Cass felt her heart pound once, a singular thud, and then she ran to the bedside. She didn’t know what she expected to find. Maybe blood on the sheets or an empty bottle of pills. But there was only a whiskey bottle and a glass and a smoldering ashtray. A melting bucket of ice cubes sat in a wet spot on the carpeted floor. The remote control lay on the bedspread, where it had slipped from Yummy’s hand. Cass pushed the mute button, and in the sudden silence she could hear Yummy breathing. She laid a hand across her friend’s forehead. Yummy groaned but didn’t wake. Her skin was damp with sweat. Cass went to the bathroom to wet a washcloth, which she pressed over Yummy’s eyes.
She took off her coat. She helped herself to a cigarette from the pack on the table, then drank the inch of whiskey left in the gl
ass. She felt all shaky inside, a little scared still, though relieved, of course. But there was something else, another feeling. She poured an inch more whiskey and added an ice cube. She thought back to what had just happened, how she’d stood in the doorway and seen Yummy lying there, and how her heart had leaped to her throat in fear, thinking her friend was dead, but how the very next moment, her thoughts had flown to Poo, and then to Phoenix and Ocean, and what would happen to them—and for a split second she’d felt the quick certainty and stunning joy of knowing they’d be hers.

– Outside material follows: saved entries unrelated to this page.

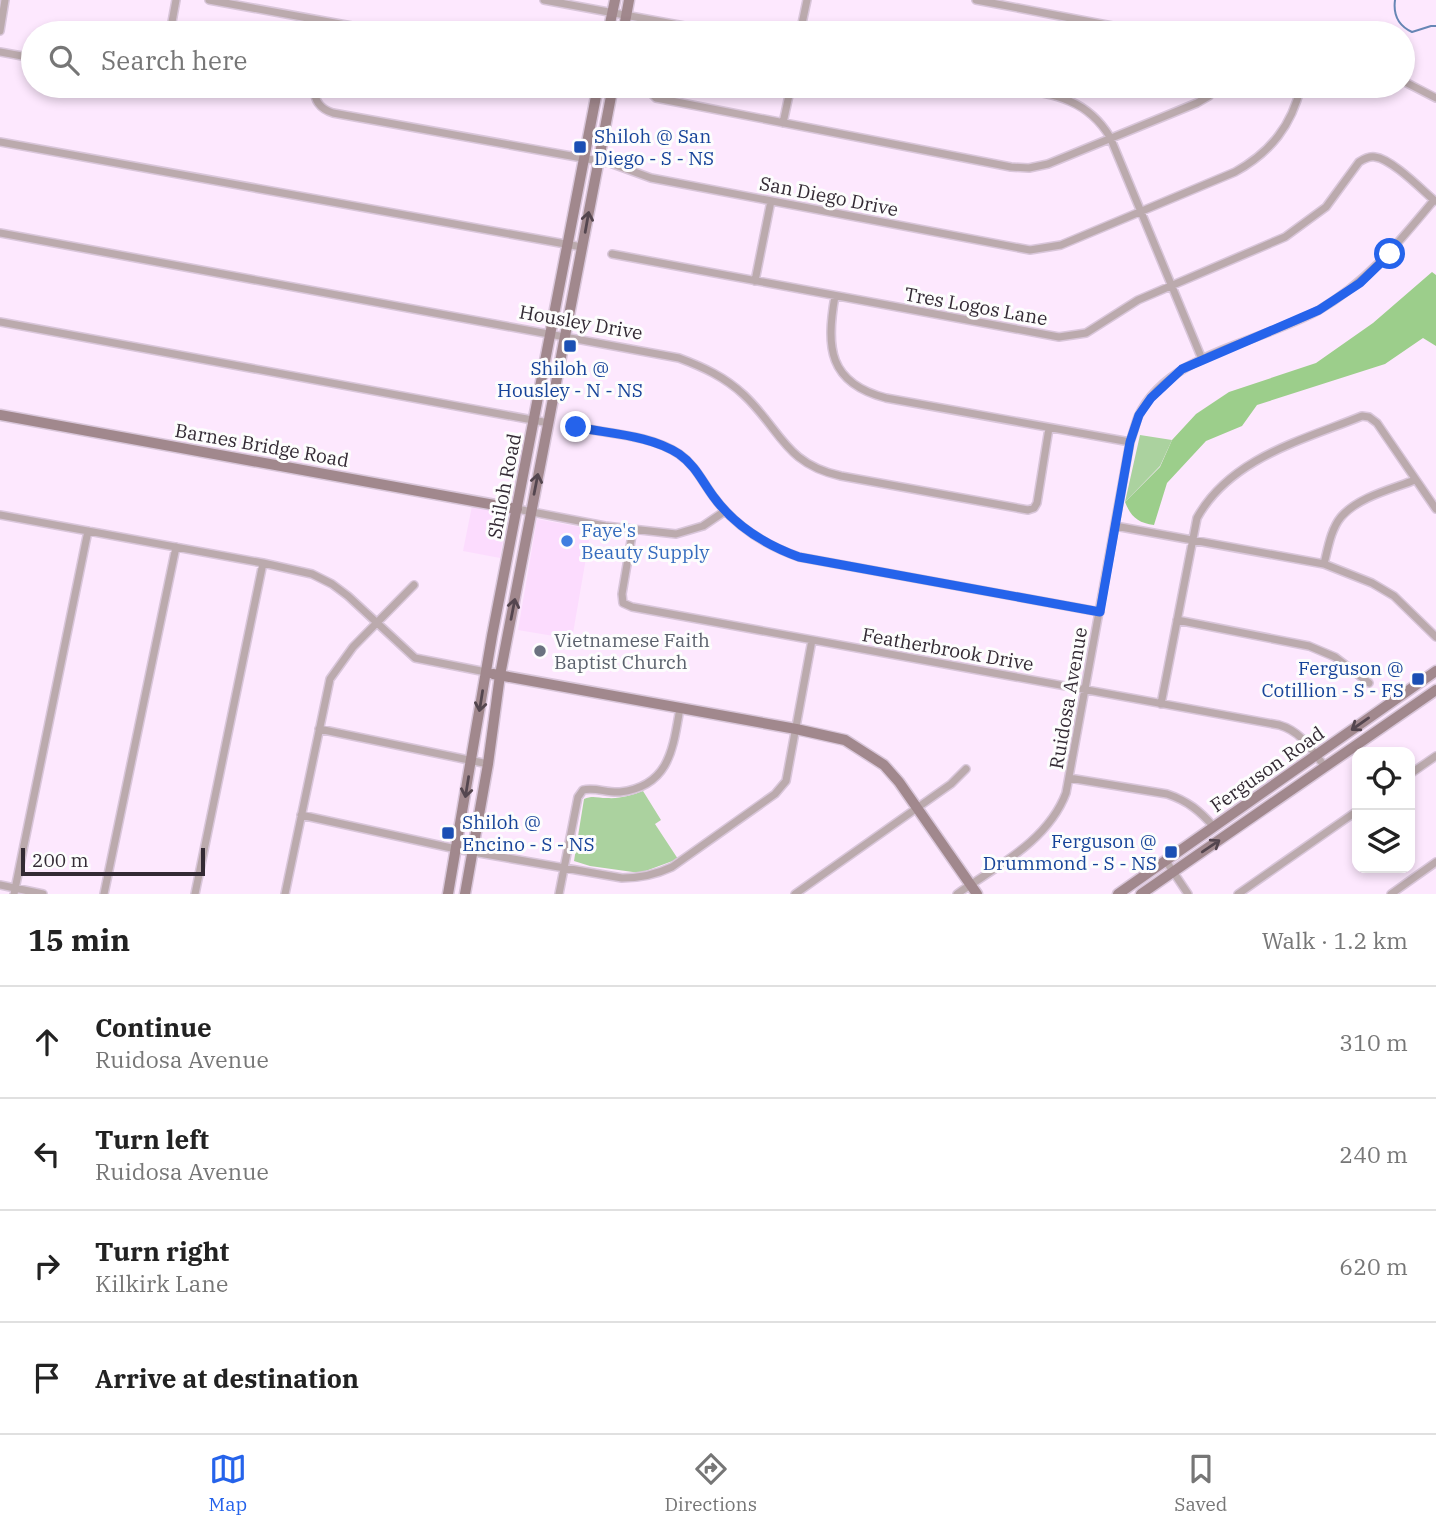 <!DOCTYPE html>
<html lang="en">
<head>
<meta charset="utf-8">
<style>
  :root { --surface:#fff; --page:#f6f6f6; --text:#222; --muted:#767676; --line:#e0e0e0; --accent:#2563eb }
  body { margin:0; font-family:"IBM Plex Serif",serif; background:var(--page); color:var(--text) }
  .controls { position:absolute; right:21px; bottom:21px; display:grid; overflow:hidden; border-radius:14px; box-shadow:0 4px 10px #0003 }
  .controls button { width:63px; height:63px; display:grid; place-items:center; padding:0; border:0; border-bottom:2px solid var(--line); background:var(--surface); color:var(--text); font:35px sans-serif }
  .scale { position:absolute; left:21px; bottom:18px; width:184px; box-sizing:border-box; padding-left:7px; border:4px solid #332a34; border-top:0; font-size:19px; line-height:24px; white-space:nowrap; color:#332a34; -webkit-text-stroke:5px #fdfdfd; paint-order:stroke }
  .stop { position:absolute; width:21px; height:21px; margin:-16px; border:5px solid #2563eb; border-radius:50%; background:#fff }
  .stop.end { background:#2563eb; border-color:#fff; box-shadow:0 2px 7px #0008 }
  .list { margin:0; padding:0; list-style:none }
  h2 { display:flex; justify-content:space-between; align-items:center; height:91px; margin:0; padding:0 28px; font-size:30px }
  h2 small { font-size:23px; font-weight:400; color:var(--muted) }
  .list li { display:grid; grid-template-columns:46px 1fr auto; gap:21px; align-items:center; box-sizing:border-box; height:112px; padding:0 28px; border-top:2px solid var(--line) }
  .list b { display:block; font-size:26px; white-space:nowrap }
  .list p { margin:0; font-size:23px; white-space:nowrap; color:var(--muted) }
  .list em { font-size:23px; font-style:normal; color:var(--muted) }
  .icon { flex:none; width:38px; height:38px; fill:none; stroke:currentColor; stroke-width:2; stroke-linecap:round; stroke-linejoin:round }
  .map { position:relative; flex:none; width:1436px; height:894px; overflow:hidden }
  .search { position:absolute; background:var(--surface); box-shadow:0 4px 10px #0003; left:21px; right:21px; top:21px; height:77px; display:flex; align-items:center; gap:18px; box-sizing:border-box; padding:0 24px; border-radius:38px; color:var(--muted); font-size:26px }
  .sheet { height:539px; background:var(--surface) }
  nav { display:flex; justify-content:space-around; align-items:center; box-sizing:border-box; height:98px; border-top:2px solid var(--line); background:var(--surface); font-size:19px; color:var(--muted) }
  nav a { display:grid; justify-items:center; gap:4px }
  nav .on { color:var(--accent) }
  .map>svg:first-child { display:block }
</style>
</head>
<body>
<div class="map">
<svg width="1436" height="894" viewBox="0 0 1436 894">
  <rect width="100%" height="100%" fill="#fde8fe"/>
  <path fill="#fcdcfe" d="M472,506l32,6 3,4 -7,42 -37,-7z
    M537,519l54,10 -19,110 -54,-9z"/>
  <path fill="#abd29f" d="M1140,435l32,5 -12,26 -35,36z
    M643,791l18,29 -6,4 23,35 -38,14 -50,-7 -16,-5 10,-62c9,-4 13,-1 23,-1 13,1 25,-3 36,-7z"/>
  <path fill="#9cce8b" d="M1432,272l4,3v71l-13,-8 -38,26 -128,41 -15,21 -36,15 -39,42 -13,42c-16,-2 -23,-8 -29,-23l35,-35 12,-27 24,-26 33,-22 87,-29 57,-40z"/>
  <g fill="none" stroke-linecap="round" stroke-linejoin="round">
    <path stroke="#6786b5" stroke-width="2" d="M1395,0c-2,15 4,26 17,32l19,-6h5"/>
    <g stroke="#d9c6da" stroke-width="10">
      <path id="street" d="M209,0l181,33
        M544,0l178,33
        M976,0l173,33
        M0,31l5,-31
        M170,33l6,-33
        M324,33l2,-11
        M800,33l7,-33
        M0,52l33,6
        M1403,81l33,17
        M315,86c-2,14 5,23 18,27l277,50 41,15 379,72 31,-5 174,-73c36,-20 57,-47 66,-86
        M644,86l12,12 355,69 18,1 19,-4 149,-61 12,-7 8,-10
        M1001,86c45,8 83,8 109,51l92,222
        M783,123l8,-37
        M0,142l582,105
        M0,233l679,125c24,9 46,19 65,37 37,35 41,69 97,81l187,34 6,-2 3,-5 12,-75
        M612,254l447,83 27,-4 52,-33 147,-63 41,-30 33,-45c5,-3 10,-6 16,-5 17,2 47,33 60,44
        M755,281l16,-80
        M835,296c-9,51 -7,87 51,102l244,44
        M0,322l549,101
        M576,427c34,7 75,8 103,27 16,11 23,27 34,42 21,29 52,49 86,61l301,55
        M517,509l88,17 71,8 27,-8 22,-15
        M0,515l263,48 49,11 20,10 16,12 67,62 71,14
        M1115,526l209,38 48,19 22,13 42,41
        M633,529l-11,65 1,9 9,4 647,118c22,6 33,25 46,42
        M1324,564c4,-16 7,-35 17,-47 17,-20 51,-28 74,-37
        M1177,620l132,26 26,11 34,26
        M1161,704l36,-186c33,-60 106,-78 165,-102l7,1 8,6 59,86
        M319,729l169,35
        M1410,774l26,-18
        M1069,778l98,16c21,7 33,17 47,33
        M301,815l155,34 166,29c19,0 33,-3 50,-11l103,-73 11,-13 26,-141
        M1166,861l22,33
        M0,885l43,9
        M14,894l74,-363
        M104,894l72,-347
        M195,894l68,-331
        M285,894l45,-215 23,-32 61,-62
        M559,894l19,-97 5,-7c12,-3 24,3 37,2 50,-6 53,-44 60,-84
        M795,894l156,-110 15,-15
        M957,894c40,-28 91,-53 109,-101l64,-351c3,-8 5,-17 8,-25 29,-64 125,-75 181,-107 48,-28 80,-68 115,-110
        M1238,894l119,-83
        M1391,894l45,-32"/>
    </g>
    <g stroke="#d9c6da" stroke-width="13">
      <path id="secondary" d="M608,33l7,-33
        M623,33l6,-33
        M0,415l517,94
        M493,674l303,55 49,11 39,25 15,17 78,112
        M448,894l44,-258 106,-550
        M465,894l23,-130 12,-89 113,-589
        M1118,894l318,-223
        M1141,894l295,-204"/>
    </g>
    <use href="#street" stroke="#bbaaad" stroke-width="7"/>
    <use href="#secondary" stroke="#a1888d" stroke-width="10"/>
  </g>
  <defs><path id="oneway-shaft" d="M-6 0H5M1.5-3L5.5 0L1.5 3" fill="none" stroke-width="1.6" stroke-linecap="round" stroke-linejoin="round" transform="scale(1.75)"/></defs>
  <g stroke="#54464f">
    <use href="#oneway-shaft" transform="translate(587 222) rotate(-80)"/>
    <use href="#oneway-shaft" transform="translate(536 484) rotate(-79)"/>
    <use href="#oneway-shaft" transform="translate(513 609) rotate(-79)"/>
    <use href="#oneway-shaft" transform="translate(481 701) rotate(99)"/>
    <use href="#oneway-shaft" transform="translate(1360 724) rotate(145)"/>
    <use href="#oneway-shaft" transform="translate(467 787) rotate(99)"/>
    <use href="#oneway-shaft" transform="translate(1211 846) rotate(-34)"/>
  </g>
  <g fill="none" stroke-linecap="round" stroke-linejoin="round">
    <path stroke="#2563eb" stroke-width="9" d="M576,427c34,7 74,8 103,27 16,11 23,27 34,42 21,29 53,49 86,61l301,55 30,-170 9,-27 12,-17 31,-29 137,-59 41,-27 30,-29"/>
  </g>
  <g fill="#1a4fb4" stroke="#fdfdfd" stroke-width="2.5">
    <rect x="573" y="140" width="14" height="14" rx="3.5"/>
    <rect x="563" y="339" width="14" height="14" rx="3.5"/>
    <rect x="1411" y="672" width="14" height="14" rx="3.5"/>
    <rect x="441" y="826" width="14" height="14" rx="3.5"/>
    <rect x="1164" y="845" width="14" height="14" rx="3.5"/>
  </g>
  <circle fill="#3f7fe0" stroke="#fdfdfd" stroke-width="2.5" cx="567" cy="541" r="7"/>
  <circle fill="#6b7280" stroke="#fdfdfd" stroke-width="2.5" cx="540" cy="651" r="7"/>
  <g text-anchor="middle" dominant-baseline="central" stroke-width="6" stroke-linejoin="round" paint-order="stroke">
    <g font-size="19" fill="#164399" stroke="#fdfdfd" text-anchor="start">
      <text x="594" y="136">Shiloh @ San<tspan x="594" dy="22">Diego - S - NS</tspan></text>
      <text x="570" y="368" text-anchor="middle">Shiloh @<tspan x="570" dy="22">Housley - N - NS</tspan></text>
      <text x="1404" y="668" text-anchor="end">Ferguson @<tspan x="1404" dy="22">Cotillion - S - FS</tspan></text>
      <text x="462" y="822">Shiloh @<tspan x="462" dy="22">Encino - S - NS</tspan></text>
      <text x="1157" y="841" text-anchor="end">Ferguson @<tspan x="1157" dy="22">Drummond - S - NS</tspan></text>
    </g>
    <g font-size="19" fill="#332a34" stroke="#fdfdfd">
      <text transform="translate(829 196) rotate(11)">San Diego Drive</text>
      <text transform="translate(976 306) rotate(10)">Tres Logos Lane</text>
      <text transform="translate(581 322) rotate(10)">Housley Drive</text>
      <text transform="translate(262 445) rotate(10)">Barnes Bridge Road</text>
      <text transform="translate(504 486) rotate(-79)">Shiloh Road</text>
      <text transform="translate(948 649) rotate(10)">Featherbrook Drive</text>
      <text transform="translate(1068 698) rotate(-80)">Ruidosa Avenue</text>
      <text transform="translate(1267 769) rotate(-35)">Ferguson Road</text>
    </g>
    <g font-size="19" fill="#366cbe" stroke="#fdfdfd" text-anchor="start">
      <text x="581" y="530">Faye's<tspan x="581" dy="22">Beauty Supply</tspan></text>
    </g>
    <g font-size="19" fill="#5b616d" stroke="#fdfdfd" text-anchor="start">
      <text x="554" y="640">Vietnamese Faith<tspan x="554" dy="22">Baptist Church</tspan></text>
    </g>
  </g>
</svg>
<div class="controls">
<button><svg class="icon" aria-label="locate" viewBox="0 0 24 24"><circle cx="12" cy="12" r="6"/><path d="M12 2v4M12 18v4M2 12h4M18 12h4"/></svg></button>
<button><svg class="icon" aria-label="layers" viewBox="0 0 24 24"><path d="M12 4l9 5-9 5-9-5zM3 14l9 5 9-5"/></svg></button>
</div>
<div class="scale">200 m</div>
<div class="stop" style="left:1390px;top:254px"></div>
<div class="stop end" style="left:576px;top:427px"></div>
<div class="search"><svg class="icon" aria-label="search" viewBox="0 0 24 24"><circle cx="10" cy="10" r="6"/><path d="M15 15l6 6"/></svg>Search here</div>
</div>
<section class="sheet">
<h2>15 min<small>Walk · 1.2 km</small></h2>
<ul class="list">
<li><svg class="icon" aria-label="ahead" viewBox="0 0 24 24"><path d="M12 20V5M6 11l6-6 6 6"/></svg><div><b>Continue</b><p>Ruidosa Avenue</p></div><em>310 m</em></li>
<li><svg class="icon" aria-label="left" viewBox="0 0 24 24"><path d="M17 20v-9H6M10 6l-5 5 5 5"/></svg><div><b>Turn left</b><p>Ruidosa Avenue</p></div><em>240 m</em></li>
<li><svg class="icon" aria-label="right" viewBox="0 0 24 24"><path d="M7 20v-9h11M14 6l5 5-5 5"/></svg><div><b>Turn right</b><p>Kilkirk Lane</p></div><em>620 m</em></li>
<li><svg class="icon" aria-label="arrive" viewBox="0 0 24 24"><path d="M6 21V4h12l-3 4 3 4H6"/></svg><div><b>Arrive at destination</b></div></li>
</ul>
</section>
<nav>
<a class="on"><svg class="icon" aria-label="map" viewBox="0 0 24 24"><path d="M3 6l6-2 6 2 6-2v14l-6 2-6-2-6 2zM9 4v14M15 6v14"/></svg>Map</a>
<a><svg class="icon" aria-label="directions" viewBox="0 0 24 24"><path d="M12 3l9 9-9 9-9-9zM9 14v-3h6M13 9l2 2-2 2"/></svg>Directions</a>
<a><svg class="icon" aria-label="saved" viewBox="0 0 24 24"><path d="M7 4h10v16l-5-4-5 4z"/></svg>Saved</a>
</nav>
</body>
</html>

It was so clear and simple. So obvious.
But of course it wasn’t. Yummy was fine—she was just drunk—and now Cass realized that what she’d felt was disappointment. There was no point denying it. She bent over and covered her face with her hands, horrified. She was a sick, loathsome person who had once tried to steal a child and was gladdened by the thought of her best friend’s death. The only time she’d ever felt this much revulsion was when the cancer was diagnosed and she wanted to crawl out of her body, but this was almost worse, because you couldn’t just cut away the bad parts.
After a while she sat up and looked over her shoulder, then crawled up the bed and sat cross-legged next to her friend. “Yum?” she said, but there was still no answer. In sleep Yummy looked ridiculously young. Her eyes were swollen from tears, and the rims of her nostrils were red. Seeing her passed out like this, Cass felt a sudden icy sense of what it must have been like for her in San Francisco. Taking drugs until you passed out. Probably shacking up in seedy motels like this with God knows what kind of man, because how else do you get by with no money? It was awful to think about. Cass reached out and stroked her friend’s forehead.
Yummy made a little moaning sound and shifted onto her side. Cass set the alarm on her watch, then turned off the light and stretched out on her back, but when Yummy moaned again, like she was having a bad dream, Cass rolled over.
“Shhh,” she said, putting her arm around Yummy’s waist and holding her, lightly at first, and then snugly, the way she held Will, to anchor her and keep her safe.